Contact angle measurements

Sessile drop contact angle measurements were recorded using a CCD camera attached to a computer. Water drops (2 µl) were generated with a microsyringe, and at least 15 measurements on a number of different samples were taken for each monolayer. Electronic images of sessile drops were captured and analyzed using National Institutes of Health Image software.

	RESULTS AND DISCUSSION

TOP ABSTRACT INTRODUCTION MATERIALS AND METHODS RESULTS AND DISCUSSION REFERENCES

This paper describes the series of experiments that were involved in characterizing the immobilization of an enzyme on the tip of an AFM, and then measuring the interactions between the enzyme and two active site ligands, one in solution (ATP) and one (adenine) immobilized on a surface.
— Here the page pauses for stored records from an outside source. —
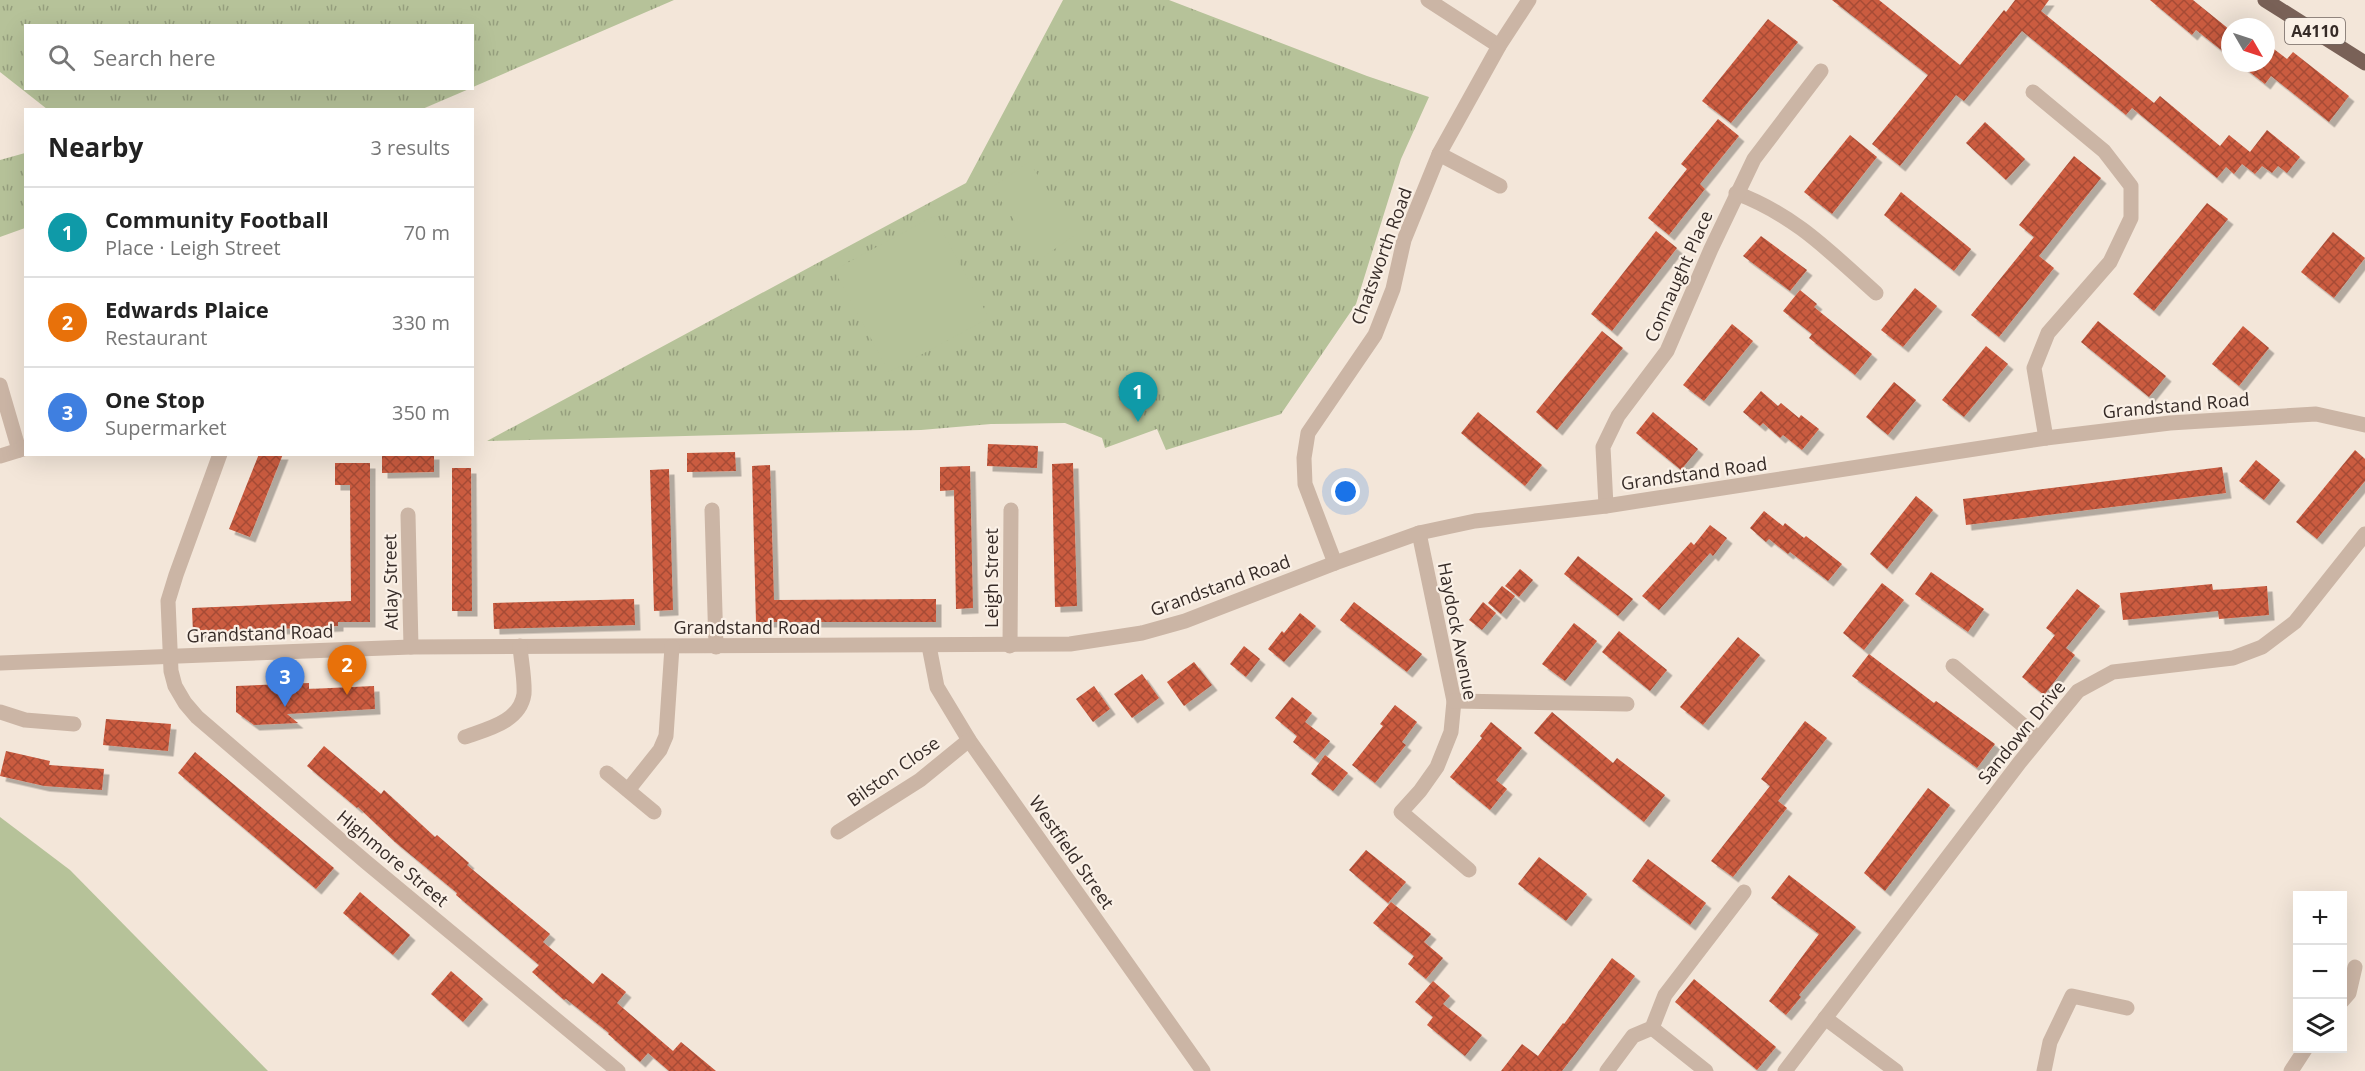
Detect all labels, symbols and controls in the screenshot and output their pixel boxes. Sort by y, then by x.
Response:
north arrow [2221,18,2275,72]
road number: A4110 [2285,18,2345,44]
search box [24,24,474,90]
icon: search [45,41,78,74]
text: Search here [93,42,216,72]
text: Nearby [48,129,143,165]
text: 3 results [370,134,450,161]
street label: Chatsworth Road [1345,184,1417,328]
text: Community Football [105,204,329,234]
street label: Connaught Place [1638,207,1718,345]
text: 1 [62,219,73,246]
text: 70 m [403,219,450,246]
text: Place · Leigh Street [105,234,281,261]
text: Edwards Plaice [105,294,269,324]
text: 2 [62,309,73,336]
text: 330 m [392,309,450,336]
text: Restaurant [105,324,207,351]
pin: 1 [1118,372,1158,422]
text: One Stop [105,384,205,414]
street label: Grandstand Road [2102,387,2250,423]
text: 3 [62,399,73,426]
text: 350 m [392,399,450,426]
text: Supermarket [105,414,227,441]
street label: Grandstand Road [1619,451,1769,495]
your location [1331,477,1360,506]
street label: Leigh Street [979,528,1003,628]
street label: Atlay Street [377,534,403,630]
street label: Grandstand Road [1147,549,1293,621]
street label: Haydock Avenue [1433,560,1483,702]
street label: Grandstand Road [673,615,821,639]
street label: Grandstand Road [186,618,334,648]
pin: 2 [328,646,366,695]
pin: 3 [266,658,304,707]
street label: Sandown Drive [1972,675,2070,789]
street label: Bilston Close [842,730,944,812]
street label: Westfield Street [1024,791,1120,913]
street label: Highmore Street [332,804,454,912]
map controls [2293,891,2347,1053]
button: + [2293,891,2347,945]
button: − [2293,945,2347,999]
button: layers [2293,999,2347,1053]

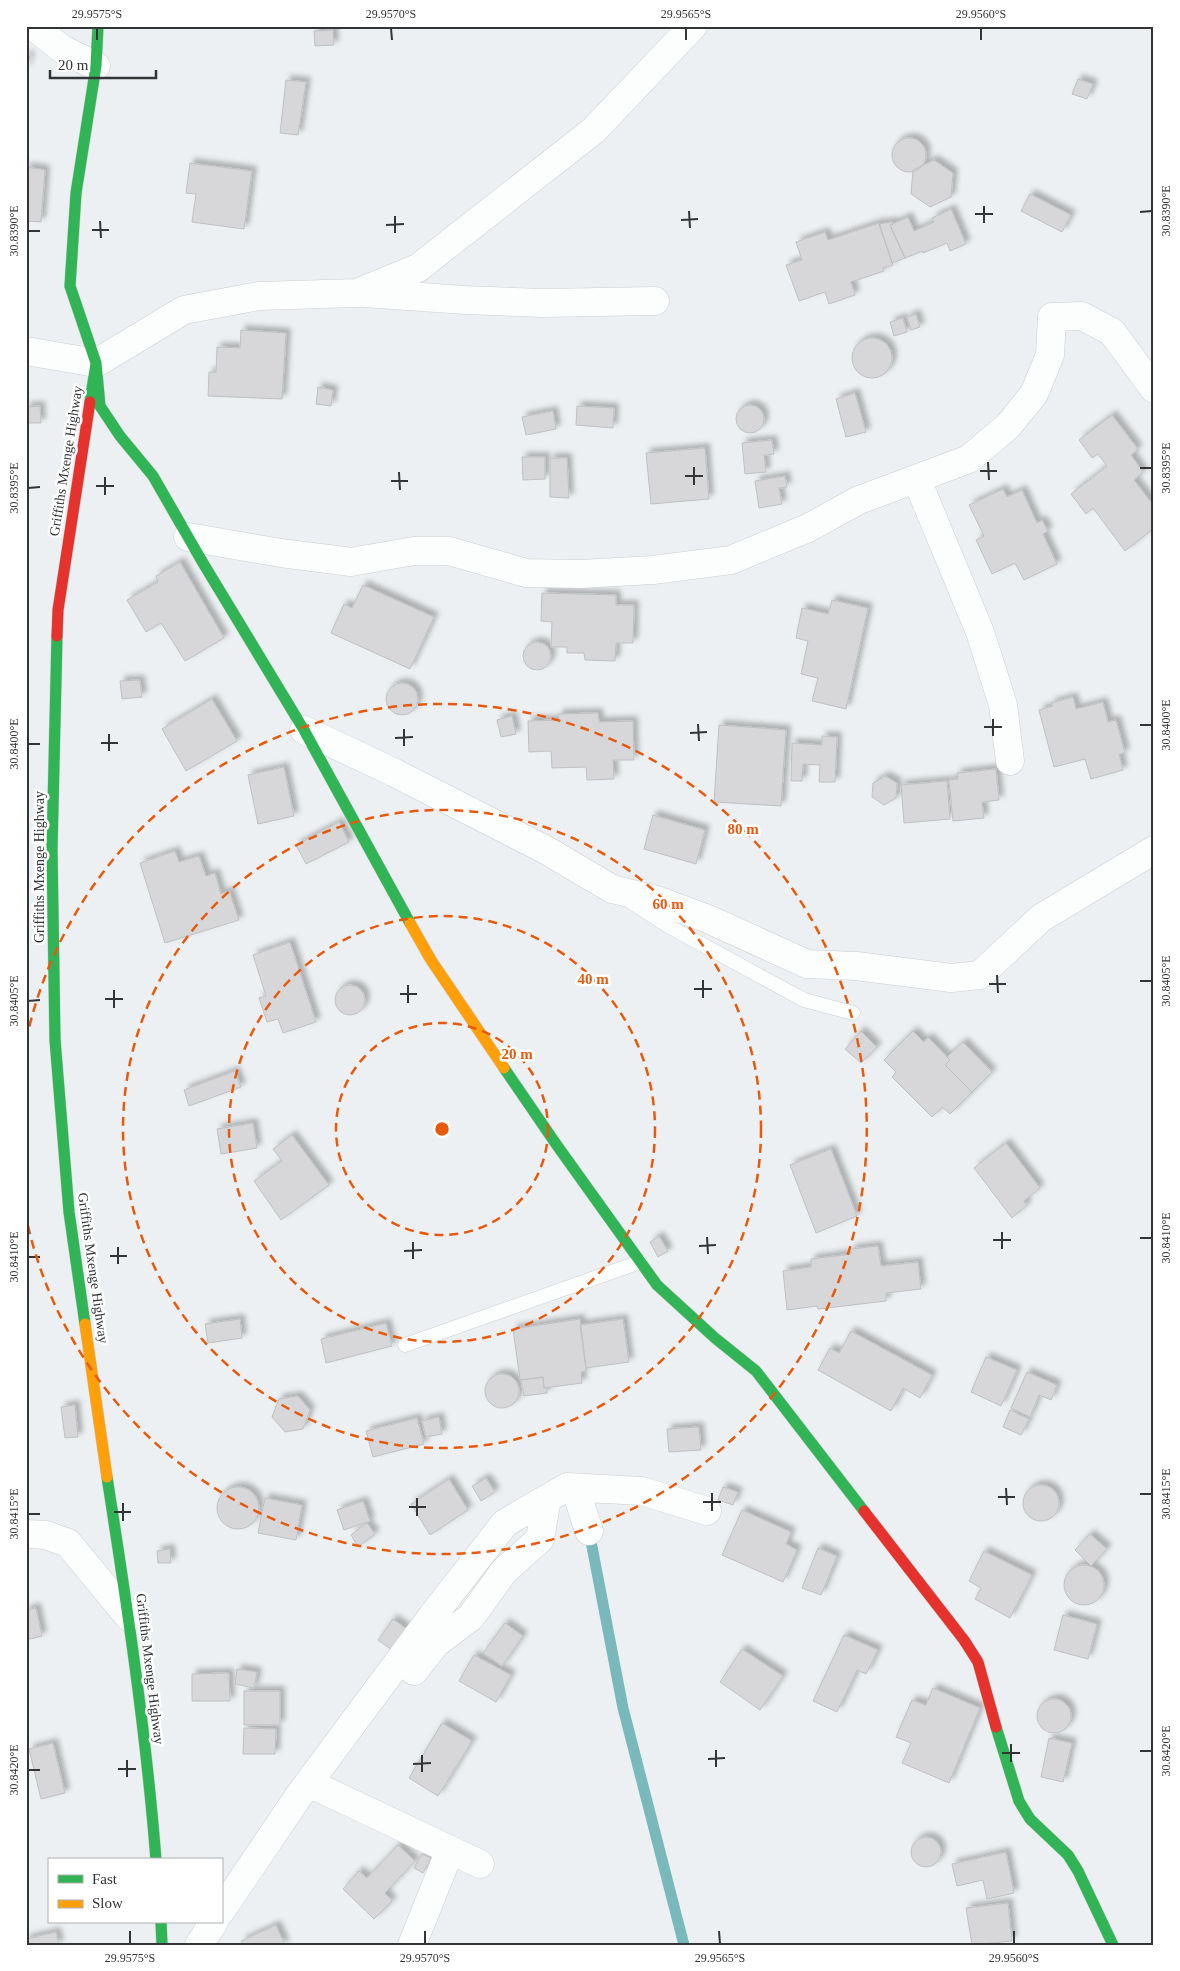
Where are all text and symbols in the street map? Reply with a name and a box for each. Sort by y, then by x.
text: 29.9575°S [72,7,122,21]
text: 29.9570°S [366,7,416,21]
text: 29.9565°S [661,7,711,21]
text: 29.9560°S [956,7,1006,21]
scale bar [50,48,156,80]
text: 20 m [58,57,89,73]
text: 30.8390°E [1159,185,1173,237]
text: 30.8390°E [7,205,21,257]
street label: Griffiths Mxenge Highway [47,385,85,537]
text: 30.8395°E [1159,442,1173,494]
text: 30.8395°E [7,462,21,514]
text: 30.8400°E [1159,699,1173,751]
text: 30.8400°E [7,718,21,770]
street label: Griffiths Mxenge Highway [32,791,47,943]
text: 80 m [727,821,759,837]
text: 60 m [652,896,684,912]
text: 30.8405°E [1159,955,1173,1007]
text: 40 m [577,971,609,987]
text: 30.8405°E [7,975,21,1027]
text: 20 m [501,1046,533,1062]
centre of rings [433,1120,451,1138]
street label: Griffiths Mxenge Highway [75,1192,111,1344]
text: 30.8410°E [1159,1212,1173,1264]
text: 30.8410°E [7,1231,21,1283]
text: 30.8415°E [1159,1468,1173,1520]
text: 30.8415°E [7,1488,21,1540]
street label: Griffiths Mxenge Highway [133,1593,167,1745]
text: 30.8420°E [1159,1725,1173,1777]
text: 30.8420°E [7,1744,21,1796]
legend [48,1858,222,1924]
text: Fast [92,1871,118,1887]
text: Slow [92,1895,123,1911]
text: 29.9575°S [105,1951,155,1965]
text: 29.9570°S [400,1951,450,1965]
text: 29.9565°S [695,1951,745,1965]
text: 29.9560°S [989,1951,1039,1965]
The additional value of this work is that it shows the careful control experiments that are necessary to establish the integrity of the immobilized enzyme, using combinations of AFM, SPR, and kinetic measurements, and to characterize the complementary surface presenting the adenine substrate mimic. Shikimate kinase was chosen as the enzyme target because like many pharmaceutical targets, relatively little is known about its kinetic mechanism and inhibition; however, it is a prototype for the important classes of ATP-dependent enzymes, most notably the protein kinases.

The adhesion experiments suggest that the interaction between the immobilized enzyme and the ATP mimic were specific. The adhesion force was only reduced in the presence of ATP. The reduction was linear with ATP concentration up to the maximum concentration used. The addition of shikimic acid had no effect. It is known from the crystal structure that there is no significant overlap between the two substrate sites. As a further control the methyl ester of shikimic acid was used. This compound would not be expected to bind, and did not. The experiments with magnesium phosphate and the concentration of background electrolyte rule out an interpretation via non-specific electrostatic interactions. Although the nature of the interactions between shikimate kinase and the adenine alkanethiol SAM are not fully understood, the adhesion data obtained under increasing buffer concentrations is consistent with the interaction being a combination of specific binding interactions and a less specific hydrophobic interaction. It is known that the active site for shikimate kinase is a hydrophobic cleft, and molecular dynamic simulations on other kinase enzymes, e.g., CDK2, have found that the exclusion of water is the primary driving force for the interaction of ATP (Schulze-Gahmen et al., 1996). Literature examples suggest that hydrophobic interactions can act over surprisingly large distances; in some cases, distances up to 100 nm have been reported (Israelachvili, 1992).

The measurement of enzyme ligand interactions is of central importance to drug discovery, and several assay systems have been developed to facilitate the measurement of this interaction. The demonstration that chemical force microscopy can measure specific and competitive interactions between an enzyme and two active site ligands, one in solution and one immobilized on a surface, opens up the way for studies to identify novel ligands for other kinases, by screening compounds in solution either individually or in mixtures. Immobilization of other known enzyme inhibitors likewise will allow other classes of enzymes to be tested against potential inhibitors in solution. This approach has potential advantages over SPR studies of the binding small molecules to immobilized enzymes, where the small change in mass can be difficult to detect, albeit not in our studies on shikimate kinase (above). It also is a more practical approach to screening libraries of compounds by AFM than, for example, rastering the AFM tip over spatially arrayed libraries of small molecules (McKendry et al., 1999). The alternative strategy that is being explored vigorously at the present time is to use the AFM to study single unbinding events in complex proteins. There can be no doubt that this approach yields the ultimate in sensitivity and biophysical detail. However, there remains great practical value in gaining accurate binding energies of enzyme inhibitors, and in this context it is valuable to use blunt tips to obtain an ensemble measurement from a small number of force-distance curves.